**TASK DIRECTIONS**
Show every line of the material that follows in which the word "labels" occurs.

**MATERIAL FOR THIS EXERCISE**
= = =

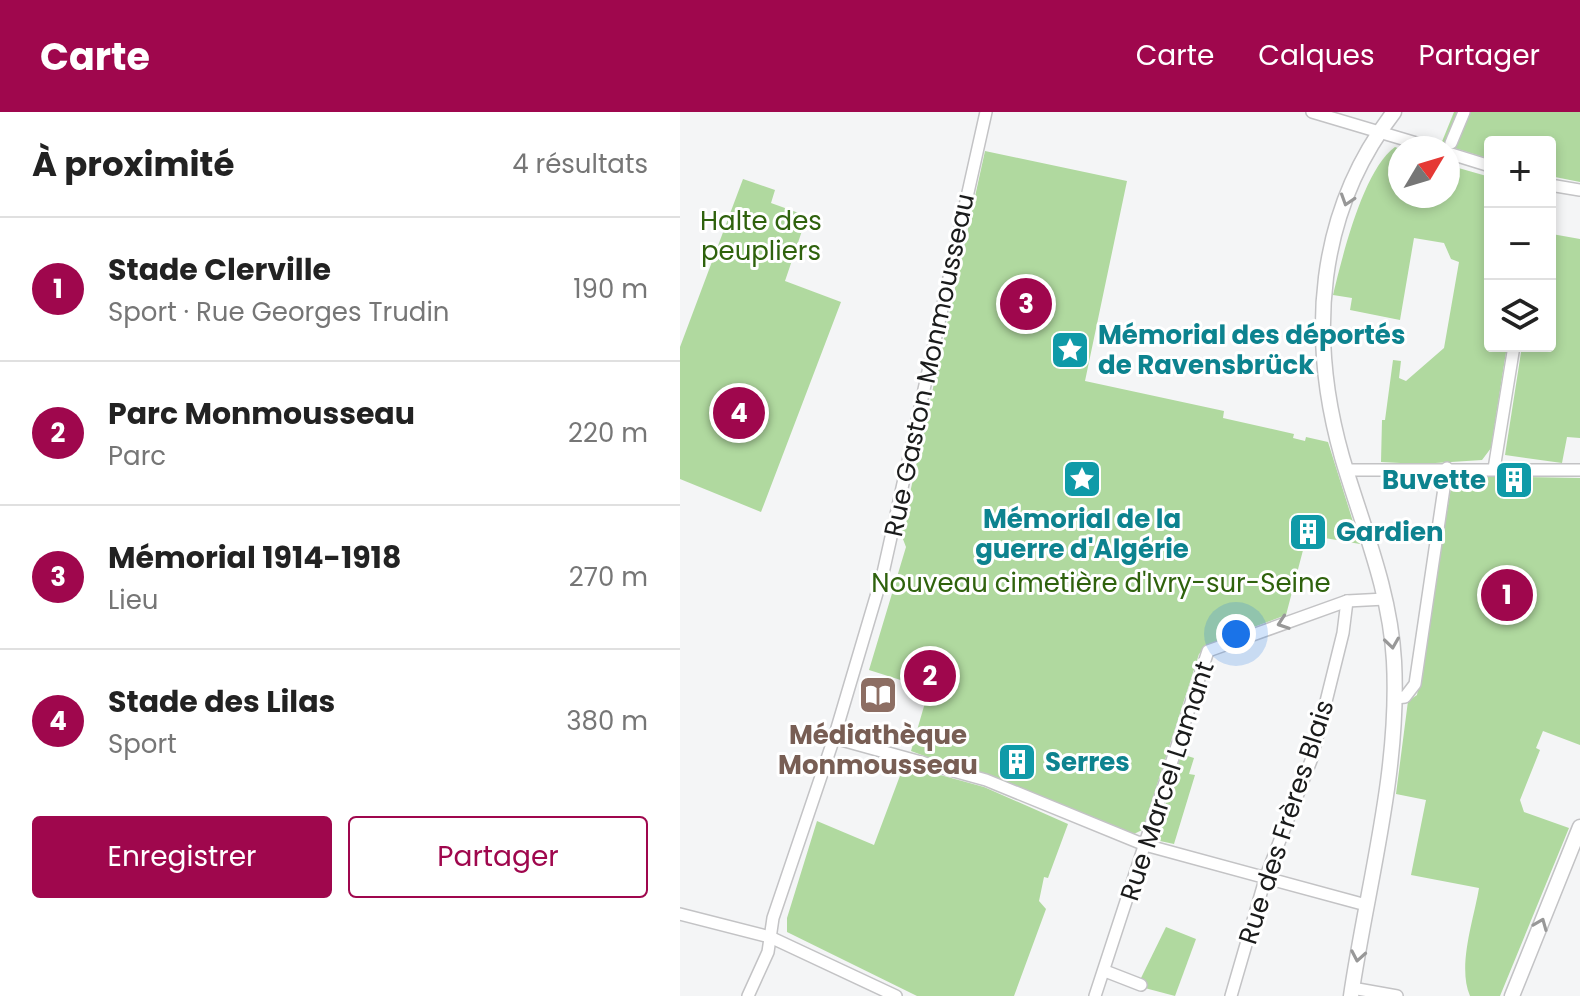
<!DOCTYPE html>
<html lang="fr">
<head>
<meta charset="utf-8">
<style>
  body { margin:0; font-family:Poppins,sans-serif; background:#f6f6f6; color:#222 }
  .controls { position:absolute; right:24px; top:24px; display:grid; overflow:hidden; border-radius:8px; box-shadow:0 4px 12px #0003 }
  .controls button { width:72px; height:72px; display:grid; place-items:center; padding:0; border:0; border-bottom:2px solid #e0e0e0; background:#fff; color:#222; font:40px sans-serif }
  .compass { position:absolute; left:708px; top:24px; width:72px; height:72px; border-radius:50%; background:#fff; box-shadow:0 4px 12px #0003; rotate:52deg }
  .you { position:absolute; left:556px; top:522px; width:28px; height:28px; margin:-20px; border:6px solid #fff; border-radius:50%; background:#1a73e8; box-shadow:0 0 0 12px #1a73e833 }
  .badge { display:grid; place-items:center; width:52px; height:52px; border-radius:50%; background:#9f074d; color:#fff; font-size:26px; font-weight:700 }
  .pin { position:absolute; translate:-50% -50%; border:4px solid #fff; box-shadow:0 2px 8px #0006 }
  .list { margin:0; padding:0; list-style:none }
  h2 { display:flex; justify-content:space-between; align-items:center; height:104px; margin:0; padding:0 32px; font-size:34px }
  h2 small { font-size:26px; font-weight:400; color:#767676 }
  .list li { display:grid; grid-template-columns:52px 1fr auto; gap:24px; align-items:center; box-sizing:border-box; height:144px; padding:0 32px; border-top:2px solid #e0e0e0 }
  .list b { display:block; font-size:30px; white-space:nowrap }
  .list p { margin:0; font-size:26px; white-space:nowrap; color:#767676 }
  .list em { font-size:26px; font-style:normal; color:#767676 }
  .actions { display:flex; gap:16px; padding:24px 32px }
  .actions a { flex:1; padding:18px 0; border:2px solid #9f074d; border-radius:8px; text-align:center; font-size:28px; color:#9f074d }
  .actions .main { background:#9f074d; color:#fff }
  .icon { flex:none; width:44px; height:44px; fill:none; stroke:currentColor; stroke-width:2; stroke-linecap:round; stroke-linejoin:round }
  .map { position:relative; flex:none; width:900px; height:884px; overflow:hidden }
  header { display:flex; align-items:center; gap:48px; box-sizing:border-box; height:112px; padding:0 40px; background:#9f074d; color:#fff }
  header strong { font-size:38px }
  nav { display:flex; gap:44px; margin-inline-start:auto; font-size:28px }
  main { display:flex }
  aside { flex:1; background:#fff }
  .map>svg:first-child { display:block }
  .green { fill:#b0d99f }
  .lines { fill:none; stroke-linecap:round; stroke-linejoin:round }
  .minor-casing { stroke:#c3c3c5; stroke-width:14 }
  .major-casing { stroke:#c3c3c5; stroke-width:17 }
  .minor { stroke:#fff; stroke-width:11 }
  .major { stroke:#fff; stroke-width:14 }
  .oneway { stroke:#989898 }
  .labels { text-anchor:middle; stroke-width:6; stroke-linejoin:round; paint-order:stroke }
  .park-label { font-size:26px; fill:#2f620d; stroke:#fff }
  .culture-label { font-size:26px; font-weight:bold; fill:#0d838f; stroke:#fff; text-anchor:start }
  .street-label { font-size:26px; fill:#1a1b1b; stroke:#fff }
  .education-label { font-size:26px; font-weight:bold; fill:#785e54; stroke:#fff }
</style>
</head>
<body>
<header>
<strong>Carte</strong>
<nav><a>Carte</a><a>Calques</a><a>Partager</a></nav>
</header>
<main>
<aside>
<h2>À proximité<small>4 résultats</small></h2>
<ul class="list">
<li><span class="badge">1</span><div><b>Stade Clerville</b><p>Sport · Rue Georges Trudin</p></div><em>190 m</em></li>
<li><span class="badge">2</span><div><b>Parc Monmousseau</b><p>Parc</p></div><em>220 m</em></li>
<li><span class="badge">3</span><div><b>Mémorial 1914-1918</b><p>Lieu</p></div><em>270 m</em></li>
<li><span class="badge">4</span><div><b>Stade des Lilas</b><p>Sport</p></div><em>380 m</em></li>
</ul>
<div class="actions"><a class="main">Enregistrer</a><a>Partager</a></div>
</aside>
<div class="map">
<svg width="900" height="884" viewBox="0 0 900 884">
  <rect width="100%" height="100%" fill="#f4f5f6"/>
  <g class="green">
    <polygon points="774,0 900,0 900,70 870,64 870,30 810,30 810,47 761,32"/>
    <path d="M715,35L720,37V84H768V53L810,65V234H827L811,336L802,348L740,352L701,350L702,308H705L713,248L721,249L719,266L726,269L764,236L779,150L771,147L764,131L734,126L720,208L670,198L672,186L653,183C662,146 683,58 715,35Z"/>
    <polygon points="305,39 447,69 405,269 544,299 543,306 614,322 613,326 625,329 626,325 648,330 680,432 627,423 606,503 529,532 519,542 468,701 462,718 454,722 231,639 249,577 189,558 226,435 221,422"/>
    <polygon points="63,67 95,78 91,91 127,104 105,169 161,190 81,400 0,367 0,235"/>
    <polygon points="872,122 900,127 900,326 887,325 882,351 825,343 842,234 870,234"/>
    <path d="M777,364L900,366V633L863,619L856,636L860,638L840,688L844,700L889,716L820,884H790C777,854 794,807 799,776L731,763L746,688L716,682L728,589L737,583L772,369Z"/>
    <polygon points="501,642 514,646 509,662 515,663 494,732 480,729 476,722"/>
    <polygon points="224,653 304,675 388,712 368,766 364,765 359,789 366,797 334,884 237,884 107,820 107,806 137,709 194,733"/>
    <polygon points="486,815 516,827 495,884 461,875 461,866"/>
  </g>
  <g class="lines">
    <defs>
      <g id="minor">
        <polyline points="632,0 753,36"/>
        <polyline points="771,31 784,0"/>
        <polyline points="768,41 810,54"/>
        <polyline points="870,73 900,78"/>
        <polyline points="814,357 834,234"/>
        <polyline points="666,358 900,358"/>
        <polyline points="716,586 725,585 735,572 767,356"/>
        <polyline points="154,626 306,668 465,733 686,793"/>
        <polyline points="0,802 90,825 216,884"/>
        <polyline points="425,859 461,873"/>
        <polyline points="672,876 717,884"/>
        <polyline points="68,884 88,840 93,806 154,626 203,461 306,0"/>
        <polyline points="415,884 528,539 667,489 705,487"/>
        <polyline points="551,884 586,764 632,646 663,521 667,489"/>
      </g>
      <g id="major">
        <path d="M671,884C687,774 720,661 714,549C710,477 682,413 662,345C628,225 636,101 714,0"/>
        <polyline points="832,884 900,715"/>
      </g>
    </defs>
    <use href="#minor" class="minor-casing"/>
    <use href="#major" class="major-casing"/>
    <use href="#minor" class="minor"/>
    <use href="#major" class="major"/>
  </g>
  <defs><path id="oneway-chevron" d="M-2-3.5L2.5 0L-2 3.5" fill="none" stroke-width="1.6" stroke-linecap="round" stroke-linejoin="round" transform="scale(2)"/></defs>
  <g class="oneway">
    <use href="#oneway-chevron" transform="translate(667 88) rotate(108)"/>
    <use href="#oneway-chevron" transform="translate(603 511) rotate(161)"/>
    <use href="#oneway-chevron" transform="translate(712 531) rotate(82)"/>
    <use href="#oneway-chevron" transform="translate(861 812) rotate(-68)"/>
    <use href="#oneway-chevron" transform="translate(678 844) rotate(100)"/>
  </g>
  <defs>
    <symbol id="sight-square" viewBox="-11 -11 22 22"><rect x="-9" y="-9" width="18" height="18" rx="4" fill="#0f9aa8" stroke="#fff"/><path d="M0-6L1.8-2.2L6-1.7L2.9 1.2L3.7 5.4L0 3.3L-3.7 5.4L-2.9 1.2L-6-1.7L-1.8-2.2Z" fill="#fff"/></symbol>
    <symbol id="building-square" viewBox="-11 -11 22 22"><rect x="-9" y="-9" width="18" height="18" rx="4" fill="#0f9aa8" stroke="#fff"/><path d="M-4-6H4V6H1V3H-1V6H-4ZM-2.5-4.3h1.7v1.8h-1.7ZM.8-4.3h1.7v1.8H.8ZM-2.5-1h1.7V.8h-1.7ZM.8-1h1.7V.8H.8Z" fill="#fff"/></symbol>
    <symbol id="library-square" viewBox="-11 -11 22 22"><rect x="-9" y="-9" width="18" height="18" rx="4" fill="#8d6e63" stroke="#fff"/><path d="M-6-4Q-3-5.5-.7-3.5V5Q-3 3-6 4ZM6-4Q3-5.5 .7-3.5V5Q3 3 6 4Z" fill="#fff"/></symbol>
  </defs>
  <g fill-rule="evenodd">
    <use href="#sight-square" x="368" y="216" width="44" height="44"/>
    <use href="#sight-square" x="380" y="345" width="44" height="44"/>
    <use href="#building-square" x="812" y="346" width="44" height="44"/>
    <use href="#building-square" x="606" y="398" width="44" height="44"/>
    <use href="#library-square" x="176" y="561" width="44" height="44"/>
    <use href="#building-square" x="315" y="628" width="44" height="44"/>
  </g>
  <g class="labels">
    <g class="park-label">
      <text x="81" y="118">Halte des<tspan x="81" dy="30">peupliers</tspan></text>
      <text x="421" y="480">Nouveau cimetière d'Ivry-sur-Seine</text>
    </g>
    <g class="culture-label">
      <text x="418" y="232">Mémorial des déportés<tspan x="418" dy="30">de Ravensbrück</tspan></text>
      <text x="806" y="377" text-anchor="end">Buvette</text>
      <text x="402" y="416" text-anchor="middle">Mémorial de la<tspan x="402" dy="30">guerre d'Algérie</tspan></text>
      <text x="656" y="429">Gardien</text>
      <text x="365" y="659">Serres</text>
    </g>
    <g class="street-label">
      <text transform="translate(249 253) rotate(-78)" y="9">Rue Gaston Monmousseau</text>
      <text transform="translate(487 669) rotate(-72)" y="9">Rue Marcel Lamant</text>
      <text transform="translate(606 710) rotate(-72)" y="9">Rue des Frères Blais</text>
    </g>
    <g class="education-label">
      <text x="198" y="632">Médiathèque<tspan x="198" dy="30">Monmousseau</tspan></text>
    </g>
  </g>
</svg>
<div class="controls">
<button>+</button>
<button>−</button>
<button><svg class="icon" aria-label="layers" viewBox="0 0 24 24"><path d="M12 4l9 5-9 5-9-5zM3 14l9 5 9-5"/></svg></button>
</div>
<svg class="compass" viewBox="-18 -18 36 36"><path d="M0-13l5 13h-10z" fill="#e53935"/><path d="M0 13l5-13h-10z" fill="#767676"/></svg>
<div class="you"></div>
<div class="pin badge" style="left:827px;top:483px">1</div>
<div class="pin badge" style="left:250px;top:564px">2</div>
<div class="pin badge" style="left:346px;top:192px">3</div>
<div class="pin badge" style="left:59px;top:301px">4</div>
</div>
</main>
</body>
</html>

= = =

**YOUR RESPONSE**
  .labels { text-anchor:middle; stroke-width:6; stroke-linejoin:round; paint-order:stroke }
  <g class="labels">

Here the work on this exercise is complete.